Lenders typically file forms reporting the interest you’ve paid to both you and the IRS, but this year, they are not mandated to do so. To keep accurate records, you should check your loan statements or consult your lender for the interest you paid in 2025, as advised by Tom Oseven, director of tax content at the National Association of Tax Professionals.
To claim this deduction, you’ll need to complete New Form – Schedule 1-A, according to draft IRS instructions.
Although the Trump administration labeled the system as “tax-free” for tips, that’s somewhat misleading. It’s actually a partial or full deduction applicable to “qualified” tips, with certain income limitations.
“Eligible” is defined as voluntary cash or paid tips received directly from customers or through tip sharing within industries where tipping is standard. Workers can claim up to $25,000 in tip income, but the full deduction is only available if their MAGI is under $150,000 ($300,000 for joint filers).
Interestingly, many tipped workers may not actually benefit from this provision since their earnings might be too low to incur federal income tax. Instead, it’s middle-income earners who are likely to take advantage of this deduction.
To apply for new tax relief, you again will use New Form – Schedule 1-A, as per draft IRS guidelines.
Child Tax Credit and Other Changes
The OBBBA raised the child tax credit cap to $2,200 per qualifying child from the prior $2,000. It also mandates that parents and eligible children possess valid Social Security numbers.
Regarding new clean vehicle tax credits worth up to $7,500 (for new purchases) and $4,000 (for used vehicles), these credits will only apply to purchases made before September 30, 2025.
Notably, if you bought a qualifying vehicle for personal use before that date or are otherwise eligible for the credit, you’ll need to fill out Form 8936 and include it with your tax return.
The federal government plans to contribute $1,000 to investment accounts for infants born between 2025 and 2028. The baby needs to be a U.S. citizen, and both the parents and child must have Social Security numbers.

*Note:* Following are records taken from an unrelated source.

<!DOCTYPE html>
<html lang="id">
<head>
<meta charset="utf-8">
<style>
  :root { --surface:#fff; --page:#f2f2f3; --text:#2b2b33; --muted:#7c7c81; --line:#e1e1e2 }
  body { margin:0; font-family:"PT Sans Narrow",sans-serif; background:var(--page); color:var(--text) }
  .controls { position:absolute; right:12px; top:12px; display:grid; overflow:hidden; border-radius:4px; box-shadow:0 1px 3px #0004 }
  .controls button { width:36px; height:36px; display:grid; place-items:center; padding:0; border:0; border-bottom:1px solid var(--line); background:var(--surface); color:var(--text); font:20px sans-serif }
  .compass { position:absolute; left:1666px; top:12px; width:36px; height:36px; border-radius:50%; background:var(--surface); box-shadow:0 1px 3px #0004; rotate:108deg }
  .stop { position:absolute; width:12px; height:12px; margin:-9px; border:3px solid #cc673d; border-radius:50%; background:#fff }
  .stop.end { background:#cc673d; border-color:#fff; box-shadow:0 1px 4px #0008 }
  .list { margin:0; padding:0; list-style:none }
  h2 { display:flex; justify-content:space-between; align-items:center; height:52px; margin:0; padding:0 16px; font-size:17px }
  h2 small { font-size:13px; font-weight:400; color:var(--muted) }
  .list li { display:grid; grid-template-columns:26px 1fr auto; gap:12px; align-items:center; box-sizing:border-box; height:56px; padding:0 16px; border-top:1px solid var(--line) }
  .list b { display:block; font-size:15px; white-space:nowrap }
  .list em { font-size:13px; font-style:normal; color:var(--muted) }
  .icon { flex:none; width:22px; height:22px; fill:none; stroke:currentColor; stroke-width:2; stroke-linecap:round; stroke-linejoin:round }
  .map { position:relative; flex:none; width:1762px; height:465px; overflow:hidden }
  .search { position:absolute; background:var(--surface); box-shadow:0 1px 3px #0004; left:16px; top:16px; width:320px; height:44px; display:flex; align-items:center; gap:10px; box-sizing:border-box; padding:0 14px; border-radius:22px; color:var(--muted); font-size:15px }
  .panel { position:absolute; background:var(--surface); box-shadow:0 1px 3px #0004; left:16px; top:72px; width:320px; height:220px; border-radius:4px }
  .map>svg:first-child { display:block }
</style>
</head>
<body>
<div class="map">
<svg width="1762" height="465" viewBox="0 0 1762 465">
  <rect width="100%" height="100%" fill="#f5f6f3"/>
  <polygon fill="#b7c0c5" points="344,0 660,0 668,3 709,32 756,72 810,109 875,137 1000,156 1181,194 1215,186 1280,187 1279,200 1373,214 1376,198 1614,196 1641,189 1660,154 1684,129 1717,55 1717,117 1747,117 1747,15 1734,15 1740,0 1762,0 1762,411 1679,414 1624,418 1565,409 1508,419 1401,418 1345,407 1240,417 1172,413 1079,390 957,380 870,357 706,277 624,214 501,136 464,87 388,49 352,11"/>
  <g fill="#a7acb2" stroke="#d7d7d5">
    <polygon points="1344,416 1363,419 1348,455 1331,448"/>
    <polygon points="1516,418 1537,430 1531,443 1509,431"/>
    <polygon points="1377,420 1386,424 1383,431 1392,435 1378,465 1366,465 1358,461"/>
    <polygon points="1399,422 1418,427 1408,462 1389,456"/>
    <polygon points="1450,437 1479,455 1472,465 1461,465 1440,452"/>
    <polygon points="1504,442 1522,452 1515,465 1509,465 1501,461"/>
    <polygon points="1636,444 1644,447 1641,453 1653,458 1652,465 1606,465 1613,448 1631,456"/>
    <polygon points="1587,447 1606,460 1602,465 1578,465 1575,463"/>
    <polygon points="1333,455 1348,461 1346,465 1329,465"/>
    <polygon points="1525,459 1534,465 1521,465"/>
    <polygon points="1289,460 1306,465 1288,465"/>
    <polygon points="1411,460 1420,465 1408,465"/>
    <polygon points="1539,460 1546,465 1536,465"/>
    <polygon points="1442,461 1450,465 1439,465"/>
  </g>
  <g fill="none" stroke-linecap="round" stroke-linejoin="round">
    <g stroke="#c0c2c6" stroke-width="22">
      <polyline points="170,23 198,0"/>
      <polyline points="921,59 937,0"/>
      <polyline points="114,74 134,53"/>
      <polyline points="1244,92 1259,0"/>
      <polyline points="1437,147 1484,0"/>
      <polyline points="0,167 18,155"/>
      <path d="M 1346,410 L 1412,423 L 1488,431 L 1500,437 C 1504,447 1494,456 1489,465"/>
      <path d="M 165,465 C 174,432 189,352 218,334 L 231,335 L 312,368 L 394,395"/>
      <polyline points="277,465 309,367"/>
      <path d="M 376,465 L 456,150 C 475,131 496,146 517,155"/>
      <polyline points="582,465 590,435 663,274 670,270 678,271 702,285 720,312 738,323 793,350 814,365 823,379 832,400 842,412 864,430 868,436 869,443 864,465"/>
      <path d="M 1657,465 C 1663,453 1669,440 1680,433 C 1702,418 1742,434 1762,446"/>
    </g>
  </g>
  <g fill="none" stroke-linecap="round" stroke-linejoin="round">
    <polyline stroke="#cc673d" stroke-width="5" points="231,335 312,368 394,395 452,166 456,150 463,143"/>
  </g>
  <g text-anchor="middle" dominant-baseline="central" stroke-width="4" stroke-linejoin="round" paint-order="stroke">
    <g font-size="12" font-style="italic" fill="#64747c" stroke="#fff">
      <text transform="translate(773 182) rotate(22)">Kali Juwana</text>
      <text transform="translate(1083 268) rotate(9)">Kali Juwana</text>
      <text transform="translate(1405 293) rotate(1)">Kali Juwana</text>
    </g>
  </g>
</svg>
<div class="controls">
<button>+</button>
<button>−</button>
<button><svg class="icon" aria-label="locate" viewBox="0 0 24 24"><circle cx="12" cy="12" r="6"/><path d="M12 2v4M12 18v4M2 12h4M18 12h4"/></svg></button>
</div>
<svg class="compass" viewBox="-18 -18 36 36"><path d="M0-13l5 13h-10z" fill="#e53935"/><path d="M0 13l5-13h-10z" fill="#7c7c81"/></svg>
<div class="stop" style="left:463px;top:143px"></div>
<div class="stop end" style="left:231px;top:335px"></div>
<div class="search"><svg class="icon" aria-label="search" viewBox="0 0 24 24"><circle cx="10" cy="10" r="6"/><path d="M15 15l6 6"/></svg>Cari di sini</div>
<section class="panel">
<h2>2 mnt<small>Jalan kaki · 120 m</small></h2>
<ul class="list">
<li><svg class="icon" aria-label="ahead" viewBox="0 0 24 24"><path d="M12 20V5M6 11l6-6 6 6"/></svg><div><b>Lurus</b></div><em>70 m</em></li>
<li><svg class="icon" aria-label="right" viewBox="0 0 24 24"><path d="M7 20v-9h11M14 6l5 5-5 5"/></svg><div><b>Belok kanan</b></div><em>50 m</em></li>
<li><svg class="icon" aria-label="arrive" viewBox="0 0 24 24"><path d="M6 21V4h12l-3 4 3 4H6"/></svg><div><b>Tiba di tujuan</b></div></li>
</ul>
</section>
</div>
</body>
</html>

To notify the Treasury Department about the eligibility of a newborn, you should file Form 4547 with your tax return this year. More precise guidance will follow.
For the first time, centralized crypto exchanges like Coinbase will be reporting transactions to the IRS. If you sell or exchange cryptocurrency on these platforms in 2025, expect to receive a 1099-DA by mid-February. However, not every crypto activity will be reported, so it’s good to be aware of what’s excluded.